Task material
__________________________________________________

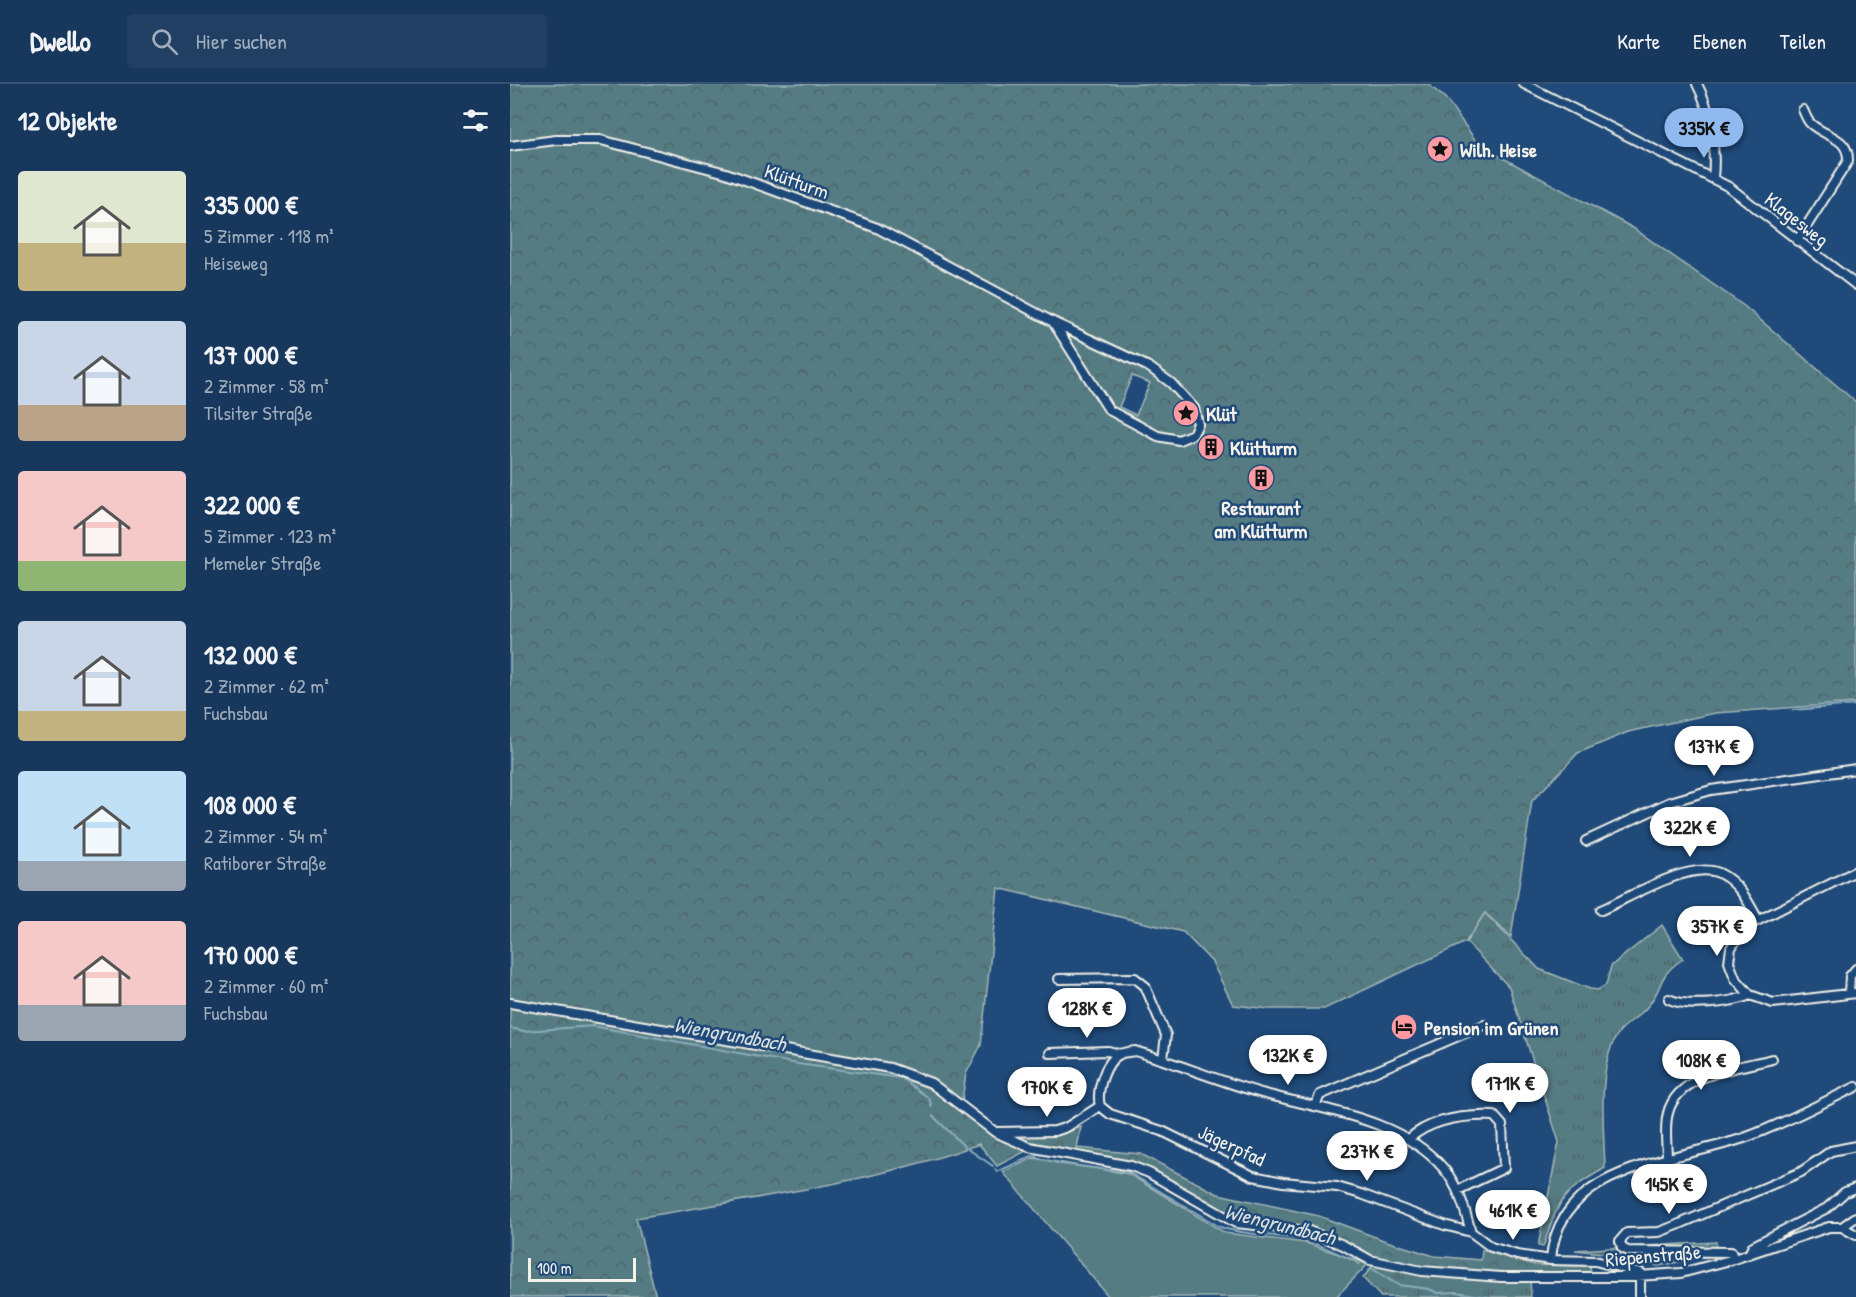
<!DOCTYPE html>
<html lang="de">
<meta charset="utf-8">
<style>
body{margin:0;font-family:"Patrick Hand",sans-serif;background:#203f62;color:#f1f3f6;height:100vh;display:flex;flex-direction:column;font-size:22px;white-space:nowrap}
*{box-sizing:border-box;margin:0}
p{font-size:20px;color:#9eacbb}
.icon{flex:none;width:33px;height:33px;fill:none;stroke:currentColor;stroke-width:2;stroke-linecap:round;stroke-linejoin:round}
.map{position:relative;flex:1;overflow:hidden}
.side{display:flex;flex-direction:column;background:#17385c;width:510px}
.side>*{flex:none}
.scale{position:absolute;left:18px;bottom:15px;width:108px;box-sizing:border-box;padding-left:6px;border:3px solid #f4f1e8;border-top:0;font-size:16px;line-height:21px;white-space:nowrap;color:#f4f1e8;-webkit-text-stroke:4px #1f4a7a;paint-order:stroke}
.price{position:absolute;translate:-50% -51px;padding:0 14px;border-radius:21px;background:#fff;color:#222;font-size:20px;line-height:39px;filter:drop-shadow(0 2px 3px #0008)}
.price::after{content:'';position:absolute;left:50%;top:36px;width:18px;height:14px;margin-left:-9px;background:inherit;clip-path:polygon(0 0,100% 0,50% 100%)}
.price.selected{background:#90b9f0;color:#111}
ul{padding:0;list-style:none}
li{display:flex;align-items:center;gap:18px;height:150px;padding:0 18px}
li span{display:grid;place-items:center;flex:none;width:168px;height:120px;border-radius:6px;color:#555}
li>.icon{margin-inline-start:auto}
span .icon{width:72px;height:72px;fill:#fffc;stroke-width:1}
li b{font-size:26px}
h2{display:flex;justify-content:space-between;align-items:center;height:72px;padding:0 18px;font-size:26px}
header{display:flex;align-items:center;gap:36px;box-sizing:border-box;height:84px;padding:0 30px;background:#17385c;border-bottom:2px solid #365272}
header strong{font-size:28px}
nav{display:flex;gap:33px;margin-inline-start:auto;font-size:21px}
.search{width:420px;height:54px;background:#203f62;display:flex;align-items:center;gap:15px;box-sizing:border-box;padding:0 21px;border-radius:6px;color:#9eacbb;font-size:22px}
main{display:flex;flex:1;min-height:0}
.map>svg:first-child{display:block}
</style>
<header>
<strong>Dwello</strong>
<div class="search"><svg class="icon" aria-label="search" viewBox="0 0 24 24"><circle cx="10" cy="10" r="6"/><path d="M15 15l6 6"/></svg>Hier suchen</div>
<nav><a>Karte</a><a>Ebenen</a><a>Teilen</a></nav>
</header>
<main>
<section class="side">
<h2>12 Objekte<svg class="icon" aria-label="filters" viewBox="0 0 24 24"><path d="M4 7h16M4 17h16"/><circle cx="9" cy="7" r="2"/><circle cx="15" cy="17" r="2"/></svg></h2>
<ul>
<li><span style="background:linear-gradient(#dfe7d0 60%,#c2b280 0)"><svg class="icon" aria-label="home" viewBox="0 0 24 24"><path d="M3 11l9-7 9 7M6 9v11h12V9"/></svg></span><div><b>335 000 €</b><p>5 Zimmer · 118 m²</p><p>Heiseweg</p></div></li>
<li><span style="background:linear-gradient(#c9d6e8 70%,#b9a48a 0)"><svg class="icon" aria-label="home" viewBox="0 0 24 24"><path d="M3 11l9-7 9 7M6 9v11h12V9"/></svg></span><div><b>137 000 €</b><p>2 Zimmer · 58 m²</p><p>Tilsiter Straße</p></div></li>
<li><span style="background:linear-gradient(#f6c9c9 75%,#8fb573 0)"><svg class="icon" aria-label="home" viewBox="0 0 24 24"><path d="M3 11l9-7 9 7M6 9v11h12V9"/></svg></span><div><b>322 000 €</b><p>5 Zimmer · 123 m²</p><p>Memeler Straße</p></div></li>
<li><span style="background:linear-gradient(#c9d6e8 75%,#c2b280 0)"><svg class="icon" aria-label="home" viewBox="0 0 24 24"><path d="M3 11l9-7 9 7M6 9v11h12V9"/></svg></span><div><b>132 000 €</b><p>2 Zimmer · 62 m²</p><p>Fuchsbau</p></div></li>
<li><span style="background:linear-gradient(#bfe0f5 75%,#9aa5b1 0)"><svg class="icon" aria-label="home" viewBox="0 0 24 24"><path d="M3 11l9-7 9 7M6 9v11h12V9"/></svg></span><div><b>108 000 €</b><p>2 Zimmer · 54 m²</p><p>Ratiborer Straße</p></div></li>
<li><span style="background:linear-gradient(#f6c9c9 70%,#9aa5b1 0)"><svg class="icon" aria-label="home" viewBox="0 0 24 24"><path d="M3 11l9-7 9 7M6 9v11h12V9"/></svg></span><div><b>170 000 €</b><p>2 Zimmer · 60 m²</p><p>Fuchsbau</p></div></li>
</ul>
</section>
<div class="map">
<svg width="1346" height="1213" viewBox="0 0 1346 1213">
<defs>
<pattern id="forest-crowns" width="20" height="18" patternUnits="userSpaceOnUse" patternTransform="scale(1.5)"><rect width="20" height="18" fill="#547c83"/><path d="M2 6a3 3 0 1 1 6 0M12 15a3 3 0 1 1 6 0" fill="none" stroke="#4f6568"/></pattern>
<pattern id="park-tufts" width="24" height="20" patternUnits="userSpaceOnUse" patternTransform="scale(1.5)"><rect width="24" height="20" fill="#547c83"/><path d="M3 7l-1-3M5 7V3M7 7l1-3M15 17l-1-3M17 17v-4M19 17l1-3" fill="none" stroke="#4f6568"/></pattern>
</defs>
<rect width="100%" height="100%" fill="#1f4a7a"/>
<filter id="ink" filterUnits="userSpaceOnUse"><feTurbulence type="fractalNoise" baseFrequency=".0167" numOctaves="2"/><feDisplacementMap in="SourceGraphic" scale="12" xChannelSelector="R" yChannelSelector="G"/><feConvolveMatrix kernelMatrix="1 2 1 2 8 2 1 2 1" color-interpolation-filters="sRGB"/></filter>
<g filter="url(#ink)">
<path fill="url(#forest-crowns)" stroke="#a4b6b6" stroke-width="1.5" fill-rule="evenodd" d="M0 0H918L936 15 969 61 1123 144 1234 222 1346 318V619L1205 629 1118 648 1068 669 1022 717 1001 853 975 829 956 858 814 925H760L723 921 702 878 673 848 488 804 471 961 456 990 451 1023 485 1048 519 1063 516 1067 487 1082 469 1060C359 1100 241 1114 126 1134L146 1213H0ZM622 292 640 299 626 331 609 323Z
M571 1043 567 1064 631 1070 708 1110 809 1132 876 1157 924 1172 971 1176 972 1166 1025 1181 1080 1182 1081 1188 957 1189 913 1185 863 1173 852 1165 798 1144 731 1138 716 1133 641 1085 625 1078 547 1066 501 1051H549Z
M1206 1158 1205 1171 1148 1182 1108 1171 1065 1166Z"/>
<path fill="url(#park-tufts)" stroke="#a4b6b6" stroke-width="1.5" d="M975 829 1029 885 1080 905 1088 906 1096 901 1101 882 1152 841 1173 875C1146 893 1155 901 1138 922 1130 932 1118 938 1110 947 1086 977 1094 1047 1095 1084 1049 1111 1050 1114 1033 1163L1028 1162 1049 1058 999 903 956 858Z
M864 1180 1020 1193 1021 1213H871L853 1194Z"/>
<path fill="#547c83" stroke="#a4b6b6" stroke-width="1.5" d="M523 1074 619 1090 715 1149 796 1159 858 1180 826 1213H599L493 1088Z"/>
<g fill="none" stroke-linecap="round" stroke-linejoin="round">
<path stroke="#8cadbd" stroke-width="2" d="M1283 626 1346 621
M0 944 14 947 83 942 288 980 391 994 419 1014 422 1023
M423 1032 455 1063
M458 1065 483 1082
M485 1085 487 1088 522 1072 551 1080 618 1088 710 1143C733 1151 756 1150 780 1154 805 1157 828 1169 850 1180
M861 1184 888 1201 919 1205 928 1209 946 1208 979 1213"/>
<defs>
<path id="minor" d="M1014 0 1219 103 1346 201
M1187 0C1201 26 1206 65 1203 94
M0 62 46 56H91L216 89 367 144 543 238 639 283 661 299 684 324 688 340 683 350 669 356 648 352 599 326 543 238
M1287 157 1338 77C1339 52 1314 53 1300 39 1297 36 1295 30 1293 26
M1076 757 1160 718 1201 706 1346 685
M1346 787 1235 843 1221 864 1219 878 1225 894 1240 911 1263 919 1346 909
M1091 826C1119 814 1180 776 1209 789 1228 798 1238 817 1247 834
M549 895 625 894 635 902 656 951 653 975
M1339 909 1340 892 1346 885
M1159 915C1177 924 1222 919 1240 911
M0 919 380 984 421 999 485 1048 519 1063 621 1082 639 1089 726 1139 799 1147 833 1161 860 1176 912 1187 991 1193H1113L1171 1189 1224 1175 1319 1143H1332L1346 1151
M540 969 598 967 610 970
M590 1022 600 1030 652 1047 743 1092 773 1098 827 1103 851 1110 934 1141 961 1148 981 1163 1007 1171 1041 1176 1085 1177 1131 1189
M590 1022C586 1007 595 977 610 970 614 968 621 968 625 967 669 980 711 998 755 1010 815 1026 892 1035 934 1085 949 1103 955 1126 961 1148
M805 1022 810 1011 974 941
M488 1048 545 1047 557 1043 590 1022
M899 1055C921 1035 955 1031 984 1032L992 1041 994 1084 948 1106
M1157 1075C1157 1060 1154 1043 1158 1029 1168 989 1228 984 1262 975
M1332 1143 1346 1133
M1239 1170 1243 1162 1317 1124 1335 1108 1346 1104
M1224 1175 1221 1168 1118 1167 1112 1164 1110 1157 1117 1149 1149 1148 1165 1142 1291 1088 1321 1067 1346 1062
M1041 1176C1047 1081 1164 1078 1234 1054 1272 1041 1309 1020 1346 1003
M1130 1213V1192"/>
</defs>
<use href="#minor" stroke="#f4f1e8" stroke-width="12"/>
<use href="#minor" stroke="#1f4a7a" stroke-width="8"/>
</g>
</g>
<defs>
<symbol id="sight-disc" viewBox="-11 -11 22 22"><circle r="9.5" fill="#ff9aa2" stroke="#1f4a7a"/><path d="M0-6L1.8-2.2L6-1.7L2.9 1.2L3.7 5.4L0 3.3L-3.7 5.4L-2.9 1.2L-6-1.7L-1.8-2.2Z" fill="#111"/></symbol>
<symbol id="building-disc" viewBox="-11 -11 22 22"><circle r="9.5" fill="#ff9aa2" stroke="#1f4a7a"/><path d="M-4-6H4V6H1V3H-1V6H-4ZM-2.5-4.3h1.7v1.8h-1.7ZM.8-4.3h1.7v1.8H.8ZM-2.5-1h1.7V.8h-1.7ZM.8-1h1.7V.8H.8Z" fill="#111"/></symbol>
<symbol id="hotel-disc" viewBox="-11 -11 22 22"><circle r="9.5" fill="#ff9aa2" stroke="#1f4a7a"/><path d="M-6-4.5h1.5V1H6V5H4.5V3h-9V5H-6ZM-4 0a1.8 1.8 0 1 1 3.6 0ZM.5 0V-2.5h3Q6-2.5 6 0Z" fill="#111"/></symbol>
</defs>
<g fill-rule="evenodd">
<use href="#sight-disc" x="915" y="50" width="30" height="30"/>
<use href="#sight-disc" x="661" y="314" width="30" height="30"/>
<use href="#building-disc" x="686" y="348" width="30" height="30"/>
<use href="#building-disc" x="736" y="379" width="30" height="30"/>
<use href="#hotel-disc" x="879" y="928" width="30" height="30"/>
</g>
<g text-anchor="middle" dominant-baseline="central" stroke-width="5" stroke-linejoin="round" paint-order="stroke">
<g font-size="20" font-weight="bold" fill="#f4f1e8" stroke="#1f4a7a" text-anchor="start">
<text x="950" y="65">Wilh. Heise</text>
<text x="696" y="329">Klüt</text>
<text x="720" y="363">Klütturm</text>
<text x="751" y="423" text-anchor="middle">Restaurant<tspan x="751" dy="23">am Klütturm</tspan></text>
<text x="914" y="943">Pension im Grünen</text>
</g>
<g font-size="20" fill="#f4f1e8" stroke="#1f4a7a">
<text transform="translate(287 97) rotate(20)">Klütturm</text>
<text transform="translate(1287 135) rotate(38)">Klagesweg</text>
<text transform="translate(722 1061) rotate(25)">Jägerpfad</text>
<text transform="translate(1143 1171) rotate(-5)">Riepenstraße</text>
</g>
<g font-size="21" font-style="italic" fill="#dae0dd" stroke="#1f4a7a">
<text transform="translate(220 950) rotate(10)">Wiengrundbach</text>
<text transform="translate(770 1140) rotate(14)">Wiengrundbach</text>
</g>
</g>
</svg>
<div class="scale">100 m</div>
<b class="price selected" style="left:1194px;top:75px">335K €</b>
<b class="price" style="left:1204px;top:693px">137K €</b>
<b class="price" style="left:1180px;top:774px">322K €</b>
<b class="price" style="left:1207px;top:873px">357K €</b>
<b class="price" style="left:577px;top:955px">128K €</b>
<b class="price" style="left:778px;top:1002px">132K €</b>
<b class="price" style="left:1191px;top:1007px">108K €</b>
<b class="price" style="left:1000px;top:1030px">171K €</b>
<b class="price" style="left:537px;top:1034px">170K €</b>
<b class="price" style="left:857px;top:1098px">237K €</b>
<b class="price" style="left:1159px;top:1131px">145K €</b>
<b class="price" style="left:1003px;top:1157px">461K €</b>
</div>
</main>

__________________________________________________

Task requirements
Word for word, restate the lines above from the line containing "M1206 1158 1205" through the line containing "M1239 1170 1243", with both included and nothing else.

Response to this exercise
M1206 1158 1205 1171 1148 1182 1108 1171 1065 1166Z"/>
<path fill="url(#park-tufts)" stroke="#a4b6b6" stroke-width="1.5" d="M975 829 1029 885 1080 905 1088 906 1096 901 1101 882 1152 841 1173 875C1146 893 1155 901 1138 922 1130 932 1118 938 1110 947 1086 977 1094 1047 1095 1084 1049 1111 1050 1114 1033 1163L1028 1162 1049 1058 999 903 956 858Z
M864 1180 1020 1193 1021 1213H871L853 1194Z"/>
<path fill="#547c83" stroke="#a4b6b6" stroke-width="1.5" d="M523 1074 619 1090 715 1149 796 1159 858 1180 826 1213H599L493 1088Z"/>
<g fill="none" stroke-linecap="round" stroke-linejoin="round">
<path stroke="#8cadbd" stroke-width="2" d="M1283 626 1346 621
M0 944 14 947 83 942 288 980 391 994 419 1014 422 1023
M423 1032 455 1063
M458 1065 483 1082
M485 1085 487 1088 522 1072 551 1080 618 1088 710 1143C733 1151 756 1150 780 1154 805 1157 828 1169 850 1180
M861 1184 888 1201 919 1205 928 1209 946 1208 979 1213"/>
<defs>
<path id="minor" d="M1014 0 1219 103 1346 201
M1187 0C1201 26 1206 65 1203 94
M0 62 46 56H91L216 89 367 144 543 238 639 283 661 299 684 324 688 340 683 350 669 356 648 352 599 326 543 238
M1287 157 1338 77C1339 52 1314 53 1300 39 1297 36 1295 30 1293 26
M1076 757 1160 718 1201 706 1346 685
M1346 787 1235 843 1221 864 1219 878 1225 894 1240 911 1263 919 1346 909
M1091 826C1119 814 1180 776 1209 789 1228 798 1238 817 1247 834
M549 895 625 894 635 902 656 951 653 975
M1339 909 1340 892 1346 885
M1159 915C1177 924 1222 919 1240 911
M0 919 380 984 421 999 485 1048 519 1063 621 1082 639 1089 726 1139 799 1147 833 1161 860 1176 912 1187 991 1193H1113L1171 1189 1224 1175 1319 1143H1332L1346 1151
M540 969 598 967 610 970
M590 1022 600 1030 652 1047 743 1092 773 1098 827 1103 851 1110 934 1141 961 1148 981 1163 1007 1171 1041 1176 1085 1177 1131 1189
M590 1022C586 1007 595 977 610 970 614 968 621 968 625 967 669 980 711 998 755 1010 815 1026 892 1035 934 1085 949 1103 955 1126 961 1148
M805 1022 810 1011 974 941
M488 1048 545 1047 557 1043 590 1022
M899 1055C921 1035 955 1031 984 1032L992 1041 994 1084 948 1106
M1157 1075C1157 1060 1154 1043 1158 1029 1168 989 1228 984 1262 975
M1332 1143 1346 1133
M1239 1170 1243 1162 1317 1124 1335 1108 1346 1104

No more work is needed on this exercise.